Records supplied:

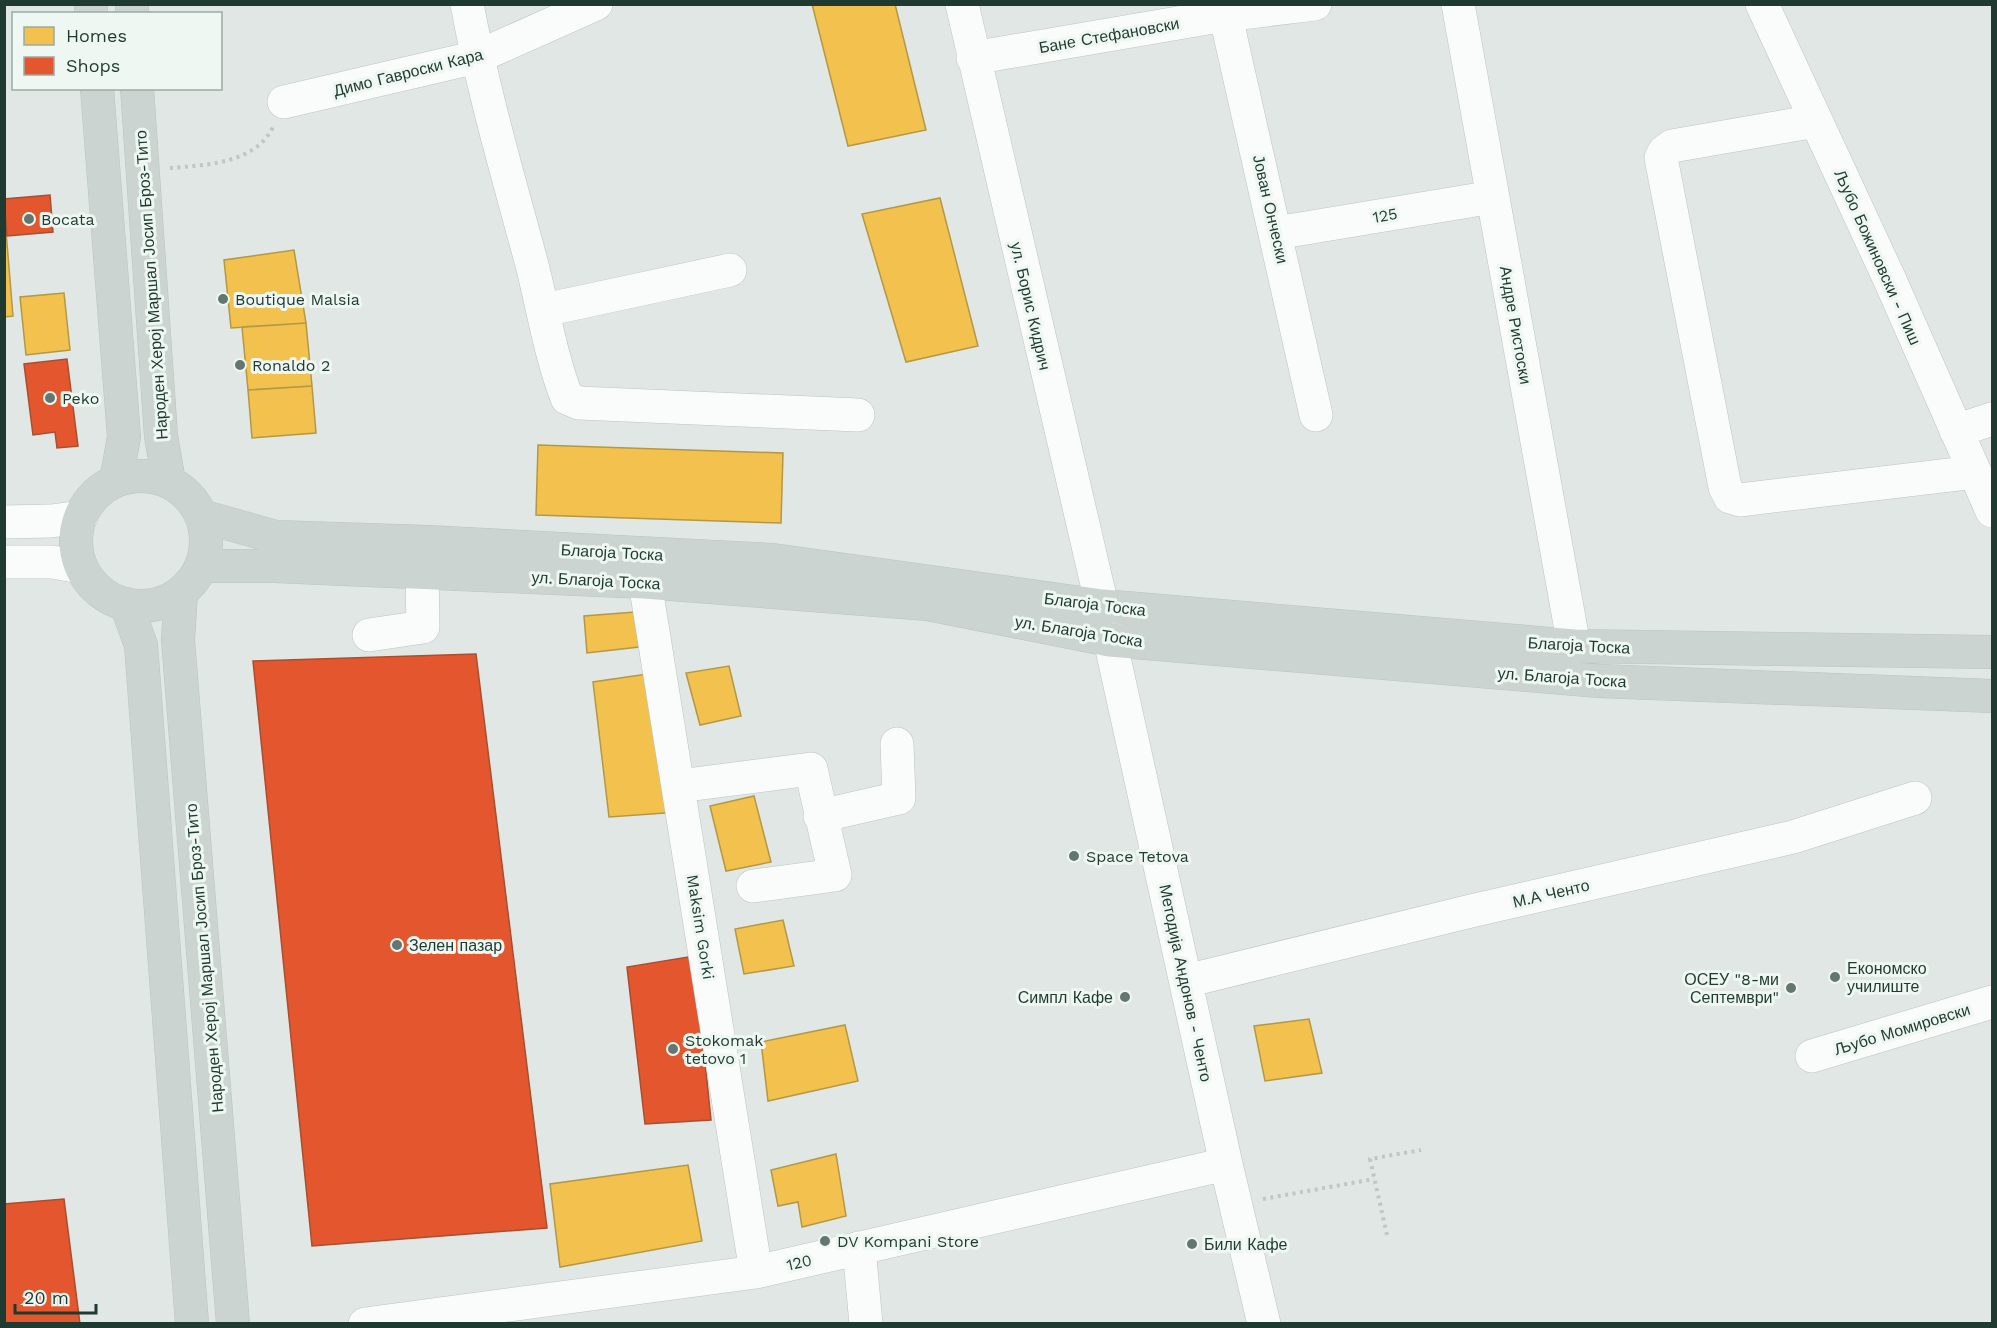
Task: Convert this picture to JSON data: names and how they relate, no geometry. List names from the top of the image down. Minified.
{"streets":{"main road":["Народен Херој Маршал Јосип Броз-Тито","Благоја Тоска","ул. Благоја Тоска"],"street":["Бане Стефановски","Димо Гавроски Кара","Јован Ончески","125","Љубо Божиновски - Пиш","ул. Борис Кидрич","Андре Ристоски","М.А Ченто","Maksim Gorki","Методија Андонов - Ченто","Љубо Момировски","120"]},"crossings":[["Бане Стефановски","Јован Ончески"],["Бане Стефановски","ул. Борис Кидрич"],["Јован Ончески","125"],["125","Андре Ристоски"],["Народен Херој Маршал Јосип Броз-Тито","Благоја Тоска"],["Народен Херој Маршал Јосип Броз-Тито","ул. Благоја Тоска"],["ул. Борис Кидрич","Благоја Тоска"],["ул. Борис Кидрич","Методија Андонов - Ченто"],["Андре Ристоски","Благоја Тоска"],["Благоја Тоска","ул. Благоја Тоска"],["Благоја Тоска","Методија Андонов - Ченто"],["ул. Благоја Тоска","Maksim Gorki"],["ул. Благоја Тоска","Методија Андонов - Ченто"],["М.А Ченто","Методија Андонов - Ченто"],["Maksim Gorki","120"],["Методија Андонов - Ченто","120"]],"places":["Bocata","Boutique Malsia","Ronaldo 2","Peko","Space Tetova","Зелен пазар","Економско училиште","ОСЕУ \"8-ми Септември\"","Симпл Кафе","Stokomak tetovo 1","DV Kompani Store","Били Кафе"],"legend":["Homes","Shops"],"scale_bar":"20 m"}
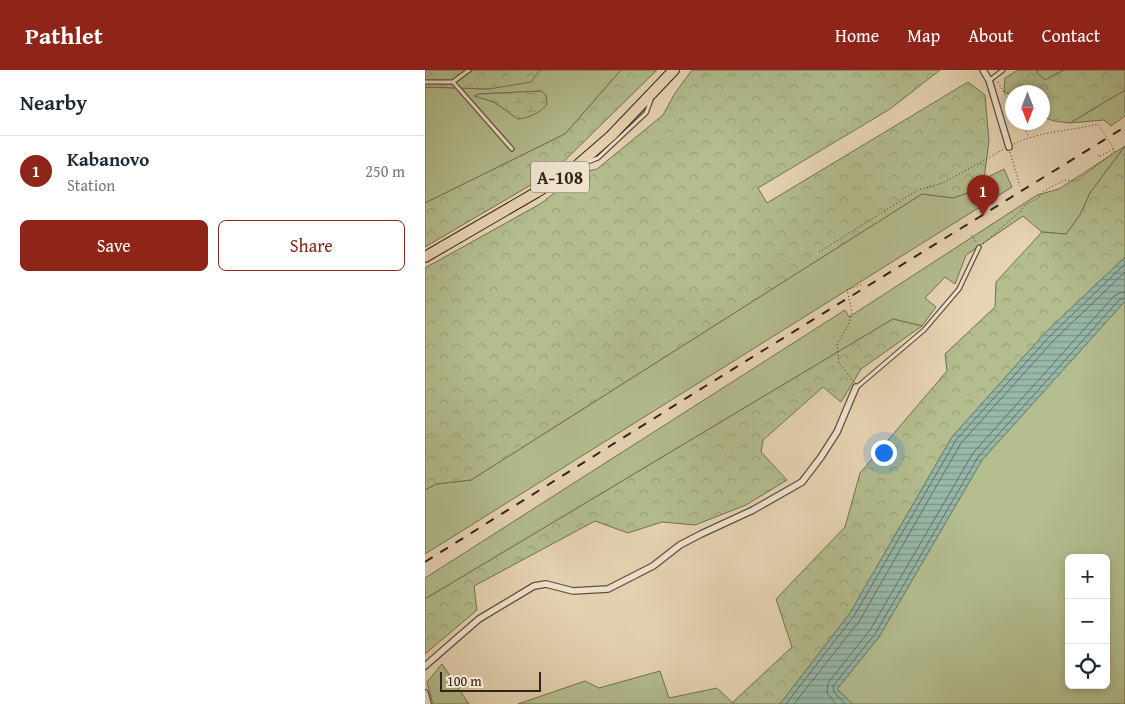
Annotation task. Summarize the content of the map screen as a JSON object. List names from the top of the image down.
{
  "streets": {
    "highway": ["А-108"]
  },
  "scale_bar": "100 m",
  "north": "bottom",
  "page": {
    "header": "Pathlet",
    "nav": [
      "Home",
      "Map",
      "About",
      "Contact"
    ],
    "heading": "Nearby",
    "list": [
      {
        "mark": "1",
        "name": "Kabanovo",
        "note": "Station",
        "value": "250 m"
      }
    ],
    "pins": "1",
    "buttons": ["Save", "Share"],
    "map_buttons": ["+", "−"],
    "scale": "100 m"
  }
}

Assignment:
Pictures do not belong in the copy; repeat the rest of the listing exactly.

Result of the exercise:
Task: Convert this picture to JSON data: names and how they relate, no geometry. List names from the top of the image down. Minified.
{"streets":{"main road":["Народен Херој Маршал Јосип Броз-Тито","Благоја Тоска","ул. Благоја Тоска"],"street":["Бане Стефановски","Димо Гавроски Кара","Јован Ончески","125","Љубо Божиновски - Пиш","ул. Борис Кидрич","Андре Ристоски","М.А Ченто","Maksim Gorki","Методија Андонов - Ченто","Љубо Момировски","120"]},"crossings":[["Бане Стефановски","Јован Ончески"],["Бане Стефановски","ул. Борис Кидрич"],["Јован Ончески","125"],["125","Андре Ристоски"],["Народен Херој Маршал Јосип Броз-Тито","Благоја Тоска"],["Народен Херој Маршал Јосип Броз-Тито","ул. Благоја Тоска"],["ул. Борис Кидрич","Благоја Тоска"],["ул. Борис Кидрич","Методија Андонов - Ченто"],["Андре Ристоски","Благоја Тоска"],["Благоја Тоска","ул. Благоја Тоска"],["Благоја Тоска","Методија Андонов - Ченто"],["ул. Благоја Тоска","Maksim Gorki"],["ул. Благоја Тоска","Методија Андонов - Ченто"],["М.А Ченто","Методија Андонов - Ченто"],["Maksim Gorki","120"],["Методија Андонов - Ченто","120"]],"places":["Bocata","Boutique Malsia","Ronaldo 2","Peko","Space Tetova","Зелен пазар","Економско училиште","ОСЕУ \"8-ми Септември\"","Симпл Кафе","Stokomak tetovo 1","DV Kompani Store","Били Кафе"],"legend":["Homes","Shops"],"scale_bar":"20 m"}
Annotation task. Summarize the content of the map screen as a JSON object. List names from the top of the image down.
{
  "streets": {
    "highway": ["А-108"]
  },
  "scale_bar": "100 m",
  "north": "bottom",
  "page": {
    "header": "Pathlet",
    "nav": [
      "Home",
      "Map",
      "About",
      "Contact"
    ],
    "heading": "Nearby",
    "list": [
      {
        "mark": "1",
        "name": "Kabanovo",
        "note": "Station",
        "value": "250 m"
      }
    ],
    "pins": "1",
    "buttons": ["Save", "Share"],
    "map_buttons": ["+", "−"],
    "scale": "100 m"
  }
}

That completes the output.